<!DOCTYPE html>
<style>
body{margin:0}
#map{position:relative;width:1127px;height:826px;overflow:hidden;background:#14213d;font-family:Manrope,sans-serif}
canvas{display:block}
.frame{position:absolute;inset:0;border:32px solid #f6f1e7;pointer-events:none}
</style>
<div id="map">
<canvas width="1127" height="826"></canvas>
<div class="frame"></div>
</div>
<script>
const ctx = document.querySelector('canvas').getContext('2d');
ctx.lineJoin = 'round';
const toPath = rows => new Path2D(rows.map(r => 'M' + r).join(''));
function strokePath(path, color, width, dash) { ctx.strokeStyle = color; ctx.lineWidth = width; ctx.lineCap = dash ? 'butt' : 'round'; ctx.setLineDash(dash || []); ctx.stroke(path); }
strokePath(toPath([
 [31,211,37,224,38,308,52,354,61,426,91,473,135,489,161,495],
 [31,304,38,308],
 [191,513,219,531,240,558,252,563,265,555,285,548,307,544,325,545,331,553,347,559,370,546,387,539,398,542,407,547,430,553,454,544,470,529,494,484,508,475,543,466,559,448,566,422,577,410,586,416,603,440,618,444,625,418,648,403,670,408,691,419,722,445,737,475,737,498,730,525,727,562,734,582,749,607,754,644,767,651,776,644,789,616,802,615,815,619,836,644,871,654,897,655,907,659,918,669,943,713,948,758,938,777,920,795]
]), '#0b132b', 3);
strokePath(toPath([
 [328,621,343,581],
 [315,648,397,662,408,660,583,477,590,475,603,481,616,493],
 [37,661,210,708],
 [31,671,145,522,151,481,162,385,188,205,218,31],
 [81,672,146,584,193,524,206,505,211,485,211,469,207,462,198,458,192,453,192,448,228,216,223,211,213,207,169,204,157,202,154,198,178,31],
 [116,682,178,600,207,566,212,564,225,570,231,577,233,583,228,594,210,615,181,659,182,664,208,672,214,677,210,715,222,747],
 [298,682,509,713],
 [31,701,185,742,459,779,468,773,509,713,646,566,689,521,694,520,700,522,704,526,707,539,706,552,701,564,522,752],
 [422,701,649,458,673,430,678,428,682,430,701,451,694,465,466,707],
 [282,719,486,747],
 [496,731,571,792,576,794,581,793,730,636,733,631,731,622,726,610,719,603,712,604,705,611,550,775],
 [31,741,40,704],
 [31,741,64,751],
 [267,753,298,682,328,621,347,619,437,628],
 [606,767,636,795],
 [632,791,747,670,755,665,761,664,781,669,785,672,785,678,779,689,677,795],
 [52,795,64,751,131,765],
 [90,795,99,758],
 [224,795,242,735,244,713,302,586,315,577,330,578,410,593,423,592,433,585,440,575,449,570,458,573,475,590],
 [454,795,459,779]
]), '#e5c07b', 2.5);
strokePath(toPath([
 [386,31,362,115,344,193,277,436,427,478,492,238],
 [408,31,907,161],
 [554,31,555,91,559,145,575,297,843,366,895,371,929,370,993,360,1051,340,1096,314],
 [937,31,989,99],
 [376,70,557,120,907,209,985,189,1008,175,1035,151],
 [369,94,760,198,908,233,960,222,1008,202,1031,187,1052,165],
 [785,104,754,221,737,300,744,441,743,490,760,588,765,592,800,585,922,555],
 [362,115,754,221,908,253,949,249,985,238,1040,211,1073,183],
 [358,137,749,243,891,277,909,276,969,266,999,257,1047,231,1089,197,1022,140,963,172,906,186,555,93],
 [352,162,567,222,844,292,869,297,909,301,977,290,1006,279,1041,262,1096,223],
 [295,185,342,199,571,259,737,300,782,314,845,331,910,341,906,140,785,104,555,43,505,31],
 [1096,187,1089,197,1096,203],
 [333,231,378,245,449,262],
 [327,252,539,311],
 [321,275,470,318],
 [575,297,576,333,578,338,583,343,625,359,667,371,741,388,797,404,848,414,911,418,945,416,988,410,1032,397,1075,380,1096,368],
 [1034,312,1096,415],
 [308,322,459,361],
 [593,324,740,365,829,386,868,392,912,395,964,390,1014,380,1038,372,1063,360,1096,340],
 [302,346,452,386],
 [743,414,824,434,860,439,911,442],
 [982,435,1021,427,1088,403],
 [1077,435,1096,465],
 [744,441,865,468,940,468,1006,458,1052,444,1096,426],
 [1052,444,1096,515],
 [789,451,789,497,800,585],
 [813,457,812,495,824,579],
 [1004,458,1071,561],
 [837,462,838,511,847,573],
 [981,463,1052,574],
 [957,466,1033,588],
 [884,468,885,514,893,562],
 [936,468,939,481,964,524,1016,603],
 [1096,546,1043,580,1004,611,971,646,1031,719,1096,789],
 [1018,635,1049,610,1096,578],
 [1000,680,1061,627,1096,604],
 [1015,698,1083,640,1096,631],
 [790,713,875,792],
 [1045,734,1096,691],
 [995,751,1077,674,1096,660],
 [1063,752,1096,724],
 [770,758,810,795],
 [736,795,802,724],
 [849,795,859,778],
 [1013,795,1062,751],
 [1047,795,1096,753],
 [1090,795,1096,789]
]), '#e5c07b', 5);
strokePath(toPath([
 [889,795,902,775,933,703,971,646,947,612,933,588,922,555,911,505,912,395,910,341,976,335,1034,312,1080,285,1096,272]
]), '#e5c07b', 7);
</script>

====

Using the records above, select and copy every line that has the word "const".

RESULT OF THE EXERCISE:
const ctx = document.querySelector('canvas').getContext('2d');
const toPath = rows => new Path2D(rows.map(r => 'M' + r).join(''));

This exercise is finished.